We sat at the table, and the man left us with promises that a feast was being prepared for us. Nyx sat to my left, with Cerin to my right. Silas and Theron sat across from us. To my right, the rest of the table stretched out, empty.
“I wonder if your mother will meet us here,” Nyx pondered, breaking the silence when no one else would.
“I don't know,” I replied. “Whoever runs this place seems to be calling all the shots; hopefully she knows I am even here.”
“If it is true Whispermere was built for your mother, perhaps she is the one who set this up,” Theron suggested.
I was uncertain whether I wanted to entertain that possibility. If my mother was the leader here, I wasn't sure that was a good thing. That would mean I had left one royal family just to become entangled with another. By the looks of Whispermere, it was a beautiful place, but I had issues with the way it was run.
If we hadn't believed them when they'd told us a feast was being prepared, we believed them once it started to be carried out. Ten men, each carrying a tray stuffed with food, filed out of the nearby doorway. My stomach grumbled as my eyes feasted upon the food before it could.

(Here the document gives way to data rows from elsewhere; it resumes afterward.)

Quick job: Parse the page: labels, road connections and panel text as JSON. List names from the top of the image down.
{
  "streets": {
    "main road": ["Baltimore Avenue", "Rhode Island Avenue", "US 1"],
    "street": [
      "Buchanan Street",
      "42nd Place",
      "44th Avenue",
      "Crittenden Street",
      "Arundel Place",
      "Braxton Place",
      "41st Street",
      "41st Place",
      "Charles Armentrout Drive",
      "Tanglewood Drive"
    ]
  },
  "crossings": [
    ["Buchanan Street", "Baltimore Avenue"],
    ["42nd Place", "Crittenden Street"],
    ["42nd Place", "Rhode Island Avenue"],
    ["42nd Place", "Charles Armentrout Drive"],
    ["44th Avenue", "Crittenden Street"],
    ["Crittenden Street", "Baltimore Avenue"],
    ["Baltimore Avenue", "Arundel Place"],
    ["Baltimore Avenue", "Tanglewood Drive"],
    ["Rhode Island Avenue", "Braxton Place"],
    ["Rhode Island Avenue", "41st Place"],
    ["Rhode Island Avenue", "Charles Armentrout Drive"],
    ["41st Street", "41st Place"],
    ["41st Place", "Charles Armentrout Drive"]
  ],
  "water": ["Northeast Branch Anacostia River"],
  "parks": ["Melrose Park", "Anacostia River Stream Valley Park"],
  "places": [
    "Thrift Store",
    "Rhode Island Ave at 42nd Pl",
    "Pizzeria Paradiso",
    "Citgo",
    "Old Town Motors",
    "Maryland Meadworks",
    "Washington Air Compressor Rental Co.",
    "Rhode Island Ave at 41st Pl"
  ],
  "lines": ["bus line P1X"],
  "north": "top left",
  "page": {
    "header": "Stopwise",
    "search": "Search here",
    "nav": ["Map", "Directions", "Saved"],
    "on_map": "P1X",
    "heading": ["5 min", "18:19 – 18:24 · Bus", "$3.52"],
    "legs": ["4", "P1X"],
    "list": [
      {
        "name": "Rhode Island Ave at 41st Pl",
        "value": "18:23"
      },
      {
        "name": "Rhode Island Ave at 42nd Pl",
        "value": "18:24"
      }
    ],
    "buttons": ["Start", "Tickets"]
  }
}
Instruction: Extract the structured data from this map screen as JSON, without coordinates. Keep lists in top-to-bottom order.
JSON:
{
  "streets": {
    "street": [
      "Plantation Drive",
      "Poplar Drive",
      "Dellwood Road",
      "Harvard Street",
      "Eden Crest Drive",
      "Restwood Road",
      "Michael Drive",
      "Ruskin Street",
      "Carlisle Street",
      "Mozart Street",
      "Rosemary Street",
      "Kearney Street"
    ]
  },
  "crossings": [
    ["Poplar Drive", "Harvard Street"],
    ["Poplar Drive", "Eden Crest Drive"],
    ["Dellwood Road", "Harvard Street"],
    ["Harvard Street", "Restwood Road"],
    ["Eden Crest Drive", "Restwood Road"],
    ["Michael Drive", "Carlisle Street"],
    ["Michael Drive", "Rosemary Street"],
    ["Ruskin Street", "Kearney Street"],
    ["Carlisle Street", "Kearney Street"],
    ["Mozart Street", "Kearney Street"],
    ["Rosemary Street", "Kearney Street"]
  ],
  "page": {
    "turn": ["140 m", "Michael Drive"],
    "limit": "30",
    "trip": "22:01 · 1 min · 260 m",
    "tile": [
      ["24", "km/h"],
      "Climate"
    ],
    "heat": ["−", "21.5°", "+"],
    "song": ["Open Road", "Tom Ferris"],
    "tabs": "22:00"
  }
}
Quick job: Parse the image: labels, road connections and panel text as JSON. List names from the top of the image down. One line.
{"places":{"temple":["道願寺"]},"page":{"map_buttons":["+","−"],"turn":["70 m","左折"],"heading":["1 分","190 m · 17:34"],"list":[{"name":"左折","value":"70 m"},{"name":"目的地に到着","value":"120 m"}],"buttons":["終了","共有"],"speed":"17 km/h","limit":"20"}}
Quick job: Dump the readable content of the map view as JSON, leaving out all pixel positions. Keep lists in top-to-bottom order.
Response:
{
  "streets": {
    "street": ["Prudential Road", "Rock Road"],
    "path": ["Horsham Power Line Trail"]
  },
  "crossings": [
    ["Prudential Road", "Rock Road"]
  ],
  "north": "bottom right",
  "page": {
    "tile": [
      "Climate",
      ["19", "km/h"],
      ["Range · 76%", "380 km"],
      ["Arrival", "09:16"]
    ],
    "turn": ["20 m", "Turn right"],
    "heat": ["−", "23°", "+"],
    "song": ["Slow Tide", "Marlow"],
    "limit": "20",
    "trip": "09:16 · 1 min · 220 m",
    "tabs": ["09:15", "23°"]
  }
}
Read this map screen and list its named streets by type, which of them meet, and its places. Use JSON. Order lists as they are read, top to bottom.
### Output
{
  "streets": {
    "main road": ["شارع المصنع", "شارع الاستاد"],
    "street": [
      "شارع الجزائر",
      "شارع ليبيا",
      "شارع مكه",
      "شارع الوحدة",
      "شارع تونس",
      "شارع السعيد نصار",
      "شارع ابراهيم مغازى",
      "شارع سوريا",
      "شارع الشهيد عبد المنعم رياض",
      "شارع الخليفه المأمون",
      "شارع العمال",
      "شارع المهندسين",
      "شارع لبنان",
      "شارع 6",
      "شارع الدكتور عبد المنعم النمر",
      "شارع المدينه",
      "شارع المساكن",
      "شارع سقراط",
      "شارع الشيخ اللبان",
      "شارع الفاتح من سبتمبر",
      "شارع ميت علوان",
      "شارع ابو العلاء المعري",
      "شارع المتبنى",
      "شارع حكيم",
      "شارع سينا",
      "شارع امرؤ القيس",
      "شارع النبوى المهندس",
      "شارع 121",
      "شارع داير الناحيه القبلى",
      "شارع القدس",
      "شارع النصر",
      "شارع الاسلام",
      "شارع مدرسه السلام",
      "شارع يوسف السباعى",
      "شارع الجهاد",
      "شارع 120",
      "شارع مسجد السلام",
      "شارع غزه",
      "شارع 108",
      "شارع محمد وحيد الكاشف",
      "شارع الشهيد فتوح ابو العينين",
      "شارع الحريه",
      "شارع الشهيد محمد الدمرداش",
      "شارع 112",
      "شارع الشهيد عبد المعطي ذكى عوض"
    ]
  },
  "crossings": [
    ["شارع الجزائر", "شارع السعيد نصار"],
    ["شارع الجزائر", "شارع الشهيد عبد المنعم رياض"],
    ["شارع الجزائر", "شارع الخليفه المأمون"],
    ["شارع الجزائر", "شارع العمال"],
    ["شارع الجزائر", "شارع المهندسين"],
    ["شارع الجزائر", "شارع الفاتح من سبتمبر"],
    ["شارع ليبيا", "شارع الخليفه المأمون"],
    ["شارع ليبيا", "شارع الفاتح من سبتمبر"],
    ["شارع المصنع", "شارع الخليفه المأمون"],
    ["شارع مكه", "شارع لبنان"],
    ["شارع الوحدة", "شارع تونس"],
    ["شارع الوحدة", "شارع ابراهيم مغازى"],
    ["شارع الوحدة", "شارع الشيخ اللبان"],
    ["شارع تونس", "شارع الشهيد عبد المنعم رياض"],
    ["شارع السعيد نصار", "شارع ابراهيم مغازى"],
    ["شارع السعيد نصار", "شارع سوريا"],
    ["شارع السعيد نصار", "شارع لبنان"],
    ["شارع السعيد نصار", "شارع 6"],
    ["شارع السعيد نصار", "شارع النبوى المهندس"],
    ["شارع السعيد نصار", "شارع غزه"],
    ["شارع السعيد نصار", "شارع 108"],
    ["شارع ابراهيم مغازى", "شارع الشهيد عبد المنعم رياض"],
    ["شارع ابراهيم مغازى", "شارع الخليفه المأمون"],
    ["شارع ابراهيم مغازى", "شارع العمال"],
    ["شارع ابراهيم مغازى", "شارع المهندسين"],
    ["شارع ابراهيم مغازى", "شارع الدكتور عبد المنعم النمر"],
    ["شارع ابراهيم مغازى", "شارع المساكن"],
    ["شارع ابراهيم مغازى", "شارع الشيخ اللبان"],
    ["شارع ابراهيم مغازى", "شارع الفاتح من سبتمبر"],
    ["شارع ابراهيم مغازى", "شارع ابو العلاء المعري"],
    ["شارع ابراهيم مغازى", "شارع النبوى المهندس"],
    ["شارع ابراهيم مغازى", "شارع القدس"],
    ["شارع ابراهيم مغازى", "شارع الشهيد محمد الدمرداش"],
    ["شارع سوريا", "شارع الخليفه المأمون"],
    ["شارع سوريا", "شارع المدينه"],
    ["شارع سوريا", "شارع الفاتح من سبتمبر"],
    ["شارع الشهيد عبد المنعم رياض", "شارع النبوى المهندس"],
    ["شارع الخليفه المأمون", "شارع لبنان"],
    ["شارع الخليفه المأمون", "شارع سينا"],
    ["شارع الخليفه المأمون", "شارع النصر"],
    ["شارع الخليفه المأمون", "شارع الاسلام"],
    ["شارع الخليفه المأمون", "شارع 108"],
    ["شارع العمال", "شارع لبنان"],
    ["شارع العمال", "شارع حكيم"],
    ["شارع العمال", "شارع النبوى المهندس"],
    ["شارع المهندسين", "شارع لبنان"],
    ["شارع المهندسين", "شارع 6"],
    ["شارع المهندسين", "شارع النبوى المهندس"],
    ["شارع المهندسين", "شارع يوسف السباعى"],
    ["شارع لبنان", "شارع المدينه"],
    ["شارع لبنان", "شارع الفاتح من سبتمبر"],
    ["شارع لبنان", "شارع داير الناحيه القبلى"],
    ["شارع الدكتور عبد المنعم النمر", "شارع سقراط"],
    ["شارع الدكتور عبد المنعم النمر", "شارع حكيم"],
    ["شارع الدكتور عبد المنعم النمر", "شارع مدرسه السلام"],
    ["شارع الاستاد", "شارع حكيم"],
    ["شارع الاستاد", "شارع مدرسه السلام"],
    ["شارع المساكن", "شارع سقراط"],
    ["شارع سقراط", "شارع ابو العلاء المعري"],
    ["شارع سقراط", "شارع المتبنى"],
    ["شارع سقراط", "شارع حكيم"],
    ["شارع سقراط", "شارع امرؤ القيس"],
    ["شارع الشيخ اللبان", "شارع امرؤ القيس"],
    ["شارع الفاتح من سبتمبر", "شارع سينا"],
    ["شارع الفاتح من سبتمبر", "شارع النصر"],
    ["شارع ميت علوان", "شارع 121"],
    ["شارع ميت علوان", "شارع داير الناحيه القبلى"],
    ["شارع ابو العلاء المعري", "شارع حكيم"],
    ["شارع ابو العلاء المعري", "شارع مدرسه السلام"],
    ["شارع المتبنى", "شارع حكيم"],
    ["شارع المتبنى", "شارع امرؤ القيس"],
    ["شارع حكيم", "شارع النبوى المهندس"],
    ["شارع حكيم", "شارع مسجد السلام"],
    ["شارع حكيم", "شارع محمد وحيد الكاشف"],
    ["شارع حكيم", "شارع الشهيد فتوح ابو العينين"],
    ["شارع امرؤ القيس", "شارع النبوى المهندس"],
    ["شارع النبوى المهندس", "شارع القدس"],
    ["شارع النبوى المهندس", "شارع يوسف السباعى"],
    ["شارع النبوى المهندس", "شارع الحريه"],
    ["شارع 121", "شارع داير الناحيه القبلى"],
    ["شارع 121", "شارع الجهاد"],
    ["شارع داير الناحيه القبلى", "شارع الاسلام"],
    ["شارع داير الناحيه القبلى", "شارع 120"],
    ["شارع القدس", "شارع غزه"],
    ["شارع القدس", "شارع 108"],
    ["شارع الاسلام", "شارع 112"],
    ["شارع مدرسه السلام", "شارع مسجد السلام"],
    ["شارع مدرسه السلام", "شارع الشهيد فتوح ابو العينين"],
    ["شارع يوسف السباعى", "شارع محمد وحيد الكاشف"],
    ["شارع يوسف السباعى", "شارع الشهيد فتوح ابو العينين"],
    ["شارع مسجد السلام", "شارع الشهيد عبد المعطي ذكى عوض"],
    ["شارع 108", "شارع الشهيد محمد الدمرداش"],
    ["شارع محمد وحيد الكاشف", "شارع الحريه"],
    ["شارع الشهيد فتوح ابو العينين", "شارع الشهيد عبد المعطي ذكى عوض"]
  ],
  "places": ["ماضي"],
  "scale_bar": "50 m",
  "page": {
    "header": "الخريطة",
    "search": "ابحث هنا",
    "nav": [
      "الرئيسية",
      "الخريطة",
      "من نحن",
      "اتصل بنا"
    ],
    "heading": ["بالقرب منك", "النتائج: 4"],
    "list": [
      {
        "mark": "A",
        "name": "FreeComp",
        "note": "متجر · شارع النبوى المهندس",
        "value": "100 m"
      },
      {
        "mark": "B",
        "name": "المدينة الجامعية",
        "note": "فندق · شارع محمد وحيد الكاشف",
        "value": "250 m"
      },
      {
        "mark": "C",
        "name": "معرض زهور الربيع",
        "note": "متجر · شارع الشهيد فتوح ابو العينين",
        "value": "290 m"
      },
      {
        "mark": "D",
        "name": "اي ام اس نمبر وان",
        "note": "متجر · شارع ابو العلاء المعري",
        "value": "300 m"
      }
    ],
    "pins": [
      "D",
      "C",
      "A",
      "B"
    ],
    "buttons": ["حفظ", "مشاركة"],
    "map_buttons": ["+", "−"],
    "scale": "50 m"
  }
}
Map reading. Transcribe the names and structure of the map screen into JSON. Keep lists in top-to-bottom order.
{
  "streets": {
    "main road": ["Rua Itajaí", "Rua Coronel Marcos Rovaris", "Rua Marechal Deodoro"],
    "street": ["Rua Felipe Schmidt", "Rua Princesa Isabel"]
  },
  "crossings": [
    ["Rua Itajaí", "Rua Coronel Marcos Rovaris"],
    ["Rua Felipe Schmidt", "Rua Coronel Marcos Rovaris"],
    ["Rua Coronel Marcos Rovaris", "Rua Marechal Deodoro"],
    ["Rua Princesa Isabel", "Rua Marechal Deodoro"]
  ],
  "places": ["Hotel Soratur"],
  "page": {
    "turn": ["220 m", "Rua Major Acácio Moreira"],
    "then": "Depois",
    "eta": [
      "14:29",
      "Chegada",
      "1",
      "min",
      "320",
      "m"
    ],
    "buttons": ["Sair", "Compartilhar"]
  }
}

Meats, vegetables, fruits, and cheeses were served, prepared exorbitantly with fresh herbs that I was sure did not grow within a reasonable traveling distance from here.
One of the men left the room, returning with a bottle of wine, which he promptly poured for each of
us. Another set plates and silverware before us, all made of solid gold.
“Excuse me,” I spoke to the worker nearest me, as he laid Nyx's plate on the table.
“Yes, Miss Sera?”
“Will my mother be joining us?”
“Not for dinner, no. We will take you to her after your meal.”
I tried not to be too disappointed by that. I was overeager to finally meet her. I had to imagine she felt the same about me. We had come so far and it had taken so much time to get here, that I knew she was probably simply getting prepared. She'd had so little time since we'd first arrived at the gates.
“How do they get such varieties of food all the way up here?” Theron pondered, examining his forkful of roast beef.
“I don't care how they do it,” Nyx replied, continuing to stuff her face and gulp down her wine. I knew she wasn't one to drink wine, but she'd been without alcohol since Thornwell, so she was drinking it like fresh water in the desert. “It's delicious.”
The food was delicious. I sampled a little bit of everything. Pork chops marinated in a maple glaze, cooked with bright green, roasted brussels sprouts. Some type of grilled fish in lemon, spruced up with bright green herbs. Roasted asparagus with a sweet balsamic vinegar glaze. Pies made with berries I'd never seen before, juices of various colors spilling out onto the plate.
We ate until we were gluttonous embarrassments, and even when we were finished, the table was plentiful with food. Nyx and I leaned back in our chairs, fatigued with eating. My Alderi friend glanced past me to Cerin, whose wine glass was still full.
“You going to drink that?” She asked.
“No, go ahead,” he replied, passing it to her.
“Thanks, bud.” Nyx downed the drink within a breath. When she still looked thirsty, I offered her the rest of mine, since I'd only drank half. She took it gratefully.